El abogado defensor de San Antonio presiona para que Medicare cubra el tratamiento del ‘efecto secundario’ de la atención del cáncer

0
53

Una abogada defensora penal con sede en San Antonio que construyó su carrera de más de 30 años defendiendo a personas condenadas injustamente ahora se enfrenta al sistema de seguro médico de la nación.

En abril, Cynthia Orr presionó al Congreso a favor de la Ley de tratamiento del linfedema. El proyecto de ley está en los pisos de la Cámara y el Senado de EE. UU., denominado HB 3630 y SB 1315, y está ganando apoyo bipartidista entre los legisladores.

Si se aprueba, la legislación haría que Medicare pague por las prendas de compresión utilizadas para prevenir y tratar el linfedema, una condición dolorosa que afecta a 1 de cada 1000 pacientes con cáncer. Las personas con la afección experimentan una inflamación severa y pueden beneficiarse de dicho tratamiento.

Orr se considera una «solucionadora de problemas profesional», así que cuando se enteró de que los sobrevivientes de cáncer sufrían innecesariamente porque no podían pagar las prendas de compresión prescritas, asumió la causa professional bono. Ella entiende por lo que pasan las personas con linfedema y por qué necesitan este tratamiento porque ella es una de ellas.

La abogada de alto perfil obtuvo recientemente el respaldo de la Asociación de Abogados de San Antonio y cube que no se detendrá hasta que Medicare y Medicaid cubran el tratamiento de compresión. Entonces, razona, solo sería cuestión de tiempo antes de que las compañías de seguros privadas aprueben el tratamiento prescrito por el médico para sus beneficiarios.

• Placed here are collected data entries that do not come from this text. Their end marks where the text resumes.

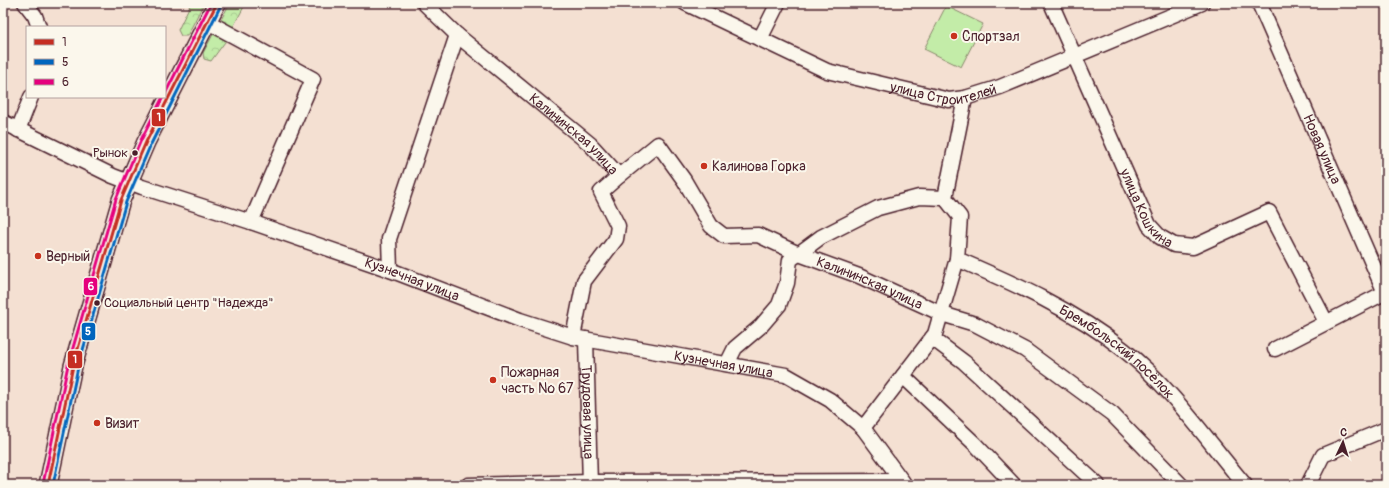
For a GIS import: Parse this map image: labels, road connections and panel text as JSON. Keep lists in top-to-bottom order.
{
  "streets": {
    "street": [
      "улица Строителей",
      "Калининская улица",
      "Новая улица",
      "улица Кошкина",
      "Кузнечная улица",
      "Брембольский посёлок",
      "Трудовая улица"
    ]
  },
  "crossings": [
    ["улица Строителей", "улица Кошкина"],
    ["Калининская улица", "Кузнечная улица"],
    ["Калининская улица", "Трудовая улица"],
    ["Кузнечная улица", "Трудовая улица"]
  ],
  "places": [
    "Спортзал",
    "Рынок",
    "Калинова Горка",
    "Верный",
    "Социальный центр \"Надежда\"",
    "Пожарная часть № 67",
    "Визит"
  ],
  "lines": ["transit line 1", "transit line 6", "transit line 5"],
  "legend": ["1", "5", "6"],
  "north": "top"
}
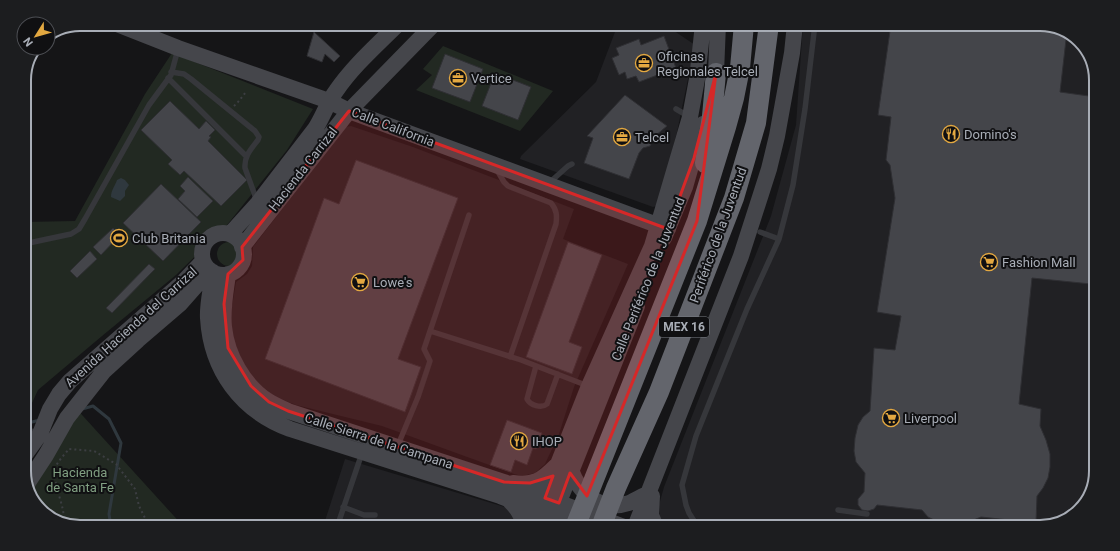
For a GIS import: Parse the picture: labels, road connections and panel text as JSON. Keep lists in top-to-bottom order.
{
  "streets": {
    "highway": ["Periférico de la Juventud", "MEX 16"],
    "street": [
      "Calle California",
      "Hacienda Carrizal",
      "Calle Periférico de la Juventud",
      "Avenida Hacienda del Carrizal",
      "Calle Sierra de la Campana"
    ]
  },
  "crossings": [
    ["Calle California", "Hacienda Carrizal"],
    ["Calle California", "Calle Periférico de la Juventud"],
    ["Hacienda Carrizal", "Avenida Hacienda del Carrizal"],
    ["Hacienda Carrizal", "Calle Sierra de la Campana"],
    ["Avenida Hacienda del Carrizal", "Calle Sierra de la Campana"]
  ],
  "parks": ["Hacienda de Santa Fe"],
  "places": {
    "office": ["Oficinas Regionales Telcel", "Vertice", "Telcel"],
    "restaurant": ["Domino's", "IHOP"],
    "sports": ["Club Britania"],
    "supermarket": ["Fashion Mall", "Lowe's", "Liverpool"]
  },
  "north": "bottom left"
}
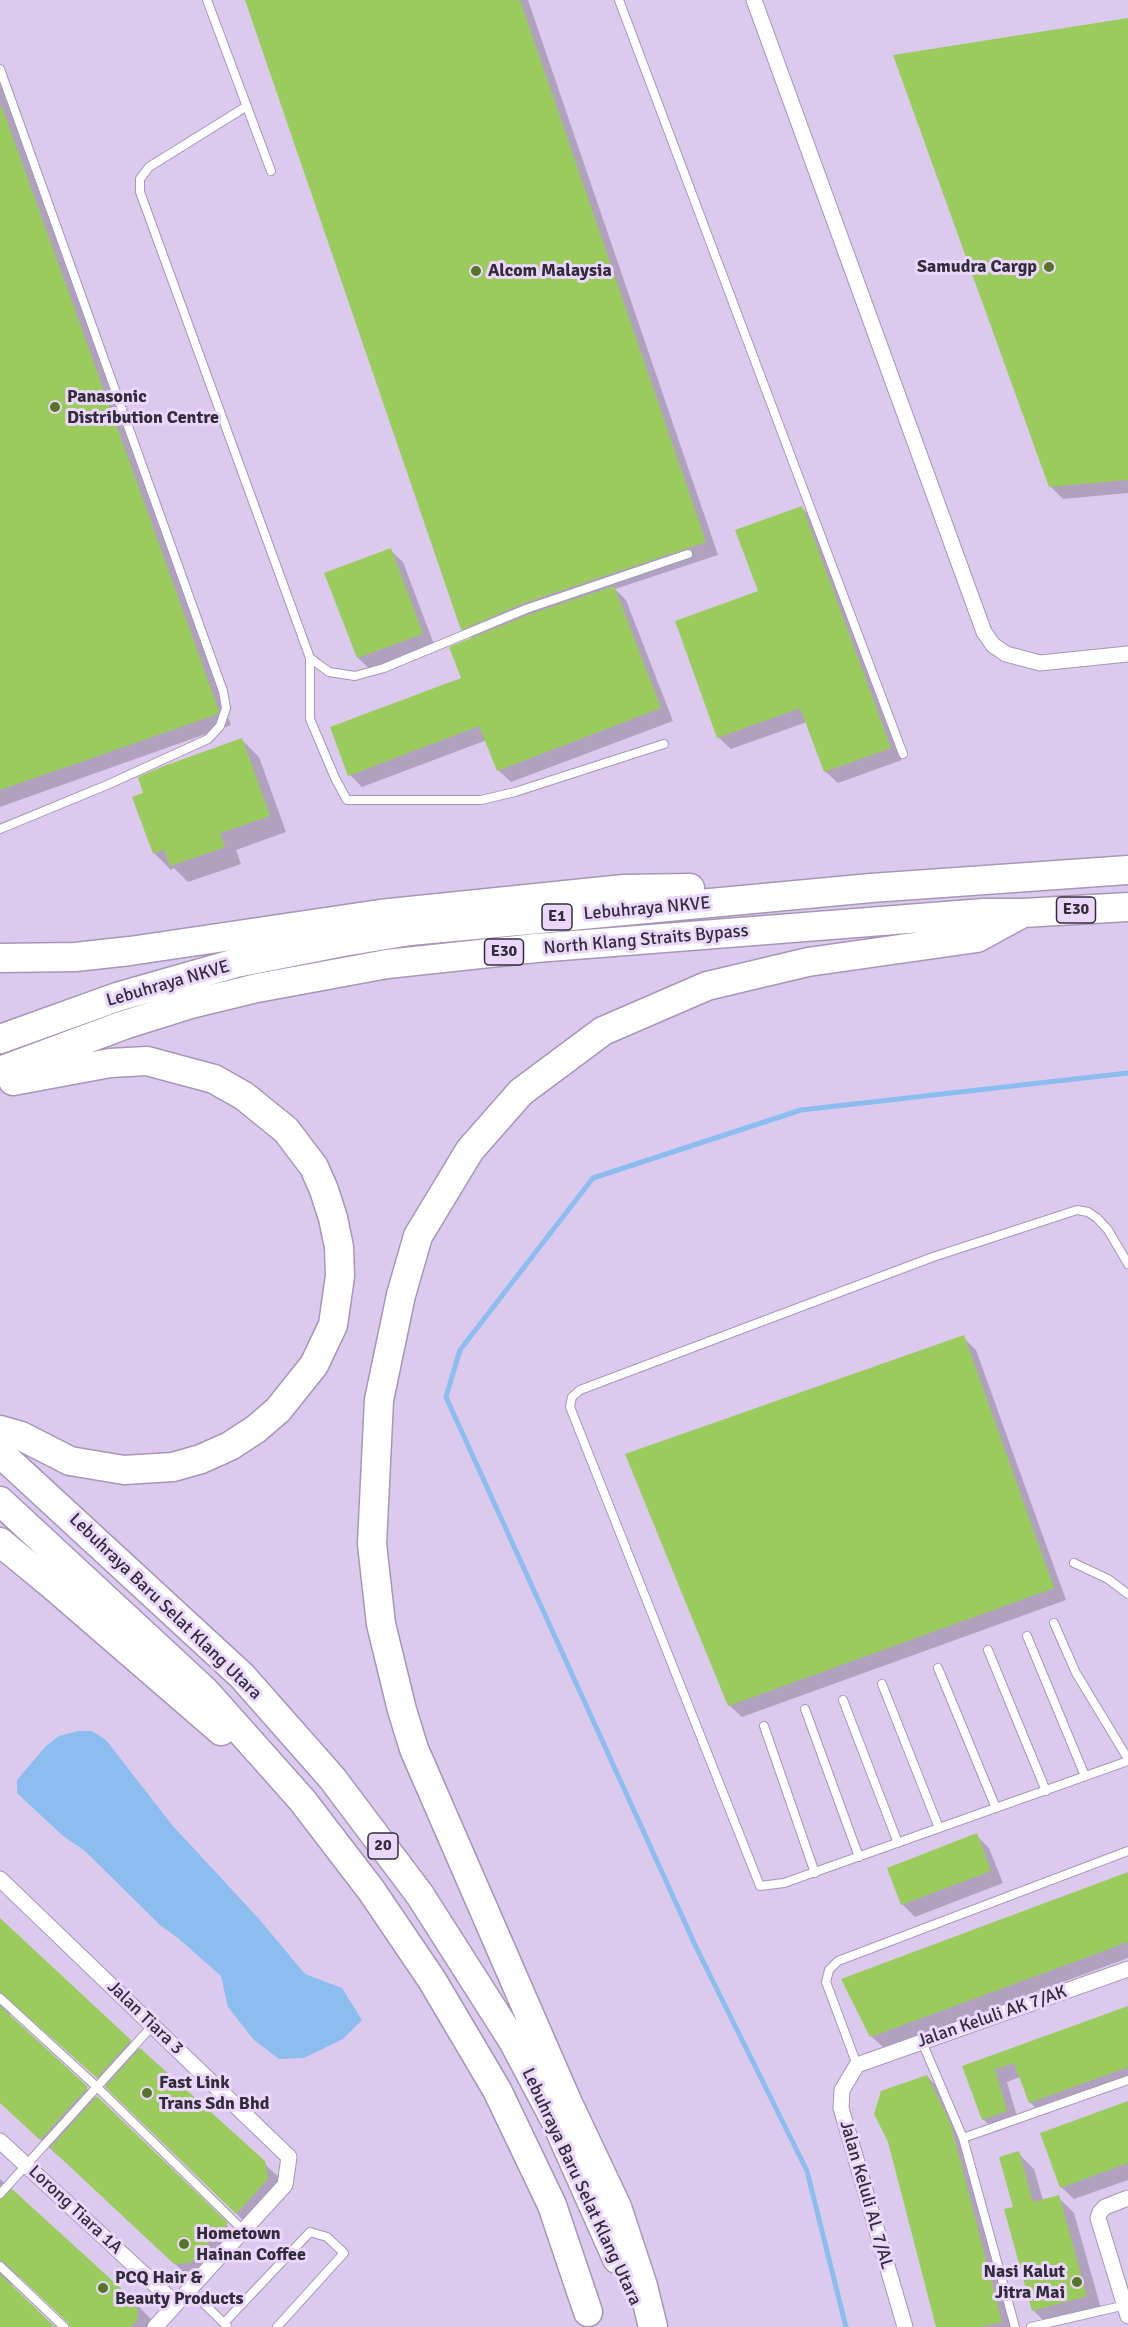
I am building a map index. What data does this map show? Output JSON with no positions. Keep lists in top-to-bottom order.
{
  "streets": {
    "highway": [
      "Lebuhraya NKVE",
      "E30",
      "E1",
      "North Klang Straits Bypass",
      "Lebuhraya Baru Selat Klang Utara",
      "20"
    ],
    "street": [
      "Jalan Keluli AK 7/AK",
      "Jalan Tiara 3",
      "Jalan Keluli AL 7/AL",
      "Lorong Tiara 1A"
    ]
  },
  "crossings": [
    ["Jalan Keluli AK 7/AK", "Jalan Keluli AL 7/AL"]
  ],
  "places": [
    "Samudra Cargp",
    "Alcom Malaysia",
    "Panasonic Distribution Centre",
    "Fast Link Trans Sdn Bhd",
    "Hometown Hainan Coffee",
    "Nasi Kalut Jitra Mai",
    "PCQ Hair & Beauty Products"
  ]
}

El linfedema es causado por una acumulación de líquido que ocurre cuando el sistema linfático está defectuoso o dañado. La afección puede ser el resultado de una lesión o de la extirpación de los ganglios linfáticos como parte de ciertos tratamientos contra el cáncer, como fue el caso de Orr.

Le diagnosticaron cáncer de mama en 2013 y, a pesar de tener que viajar regularmente al MD Anderson en Houston para recibir tratamiento, mantuvo en gran medida su condición en secreto. Probó y ganó un caso de terrorismo federal mientras se sometía a quimioterapia.

Orr recuerda a una enfermera que le explicó que la cirugía que le salvó la vida la hizo más inclined a desarrollar linfedema, y ​​lo describió como un «efecto secundario», pero con el paso de los años, el cáncer se convirtió en un recuerdo lejano.

Eso fue hasta noviembre de 2020, cuando Orr se cortó la mano izquierda mientras cortaba verduras para la cena. En menos de 24 horas, se hinchó a más del doble de su tamaño regular. Ella supo de inmediato lo que le estaba pasando.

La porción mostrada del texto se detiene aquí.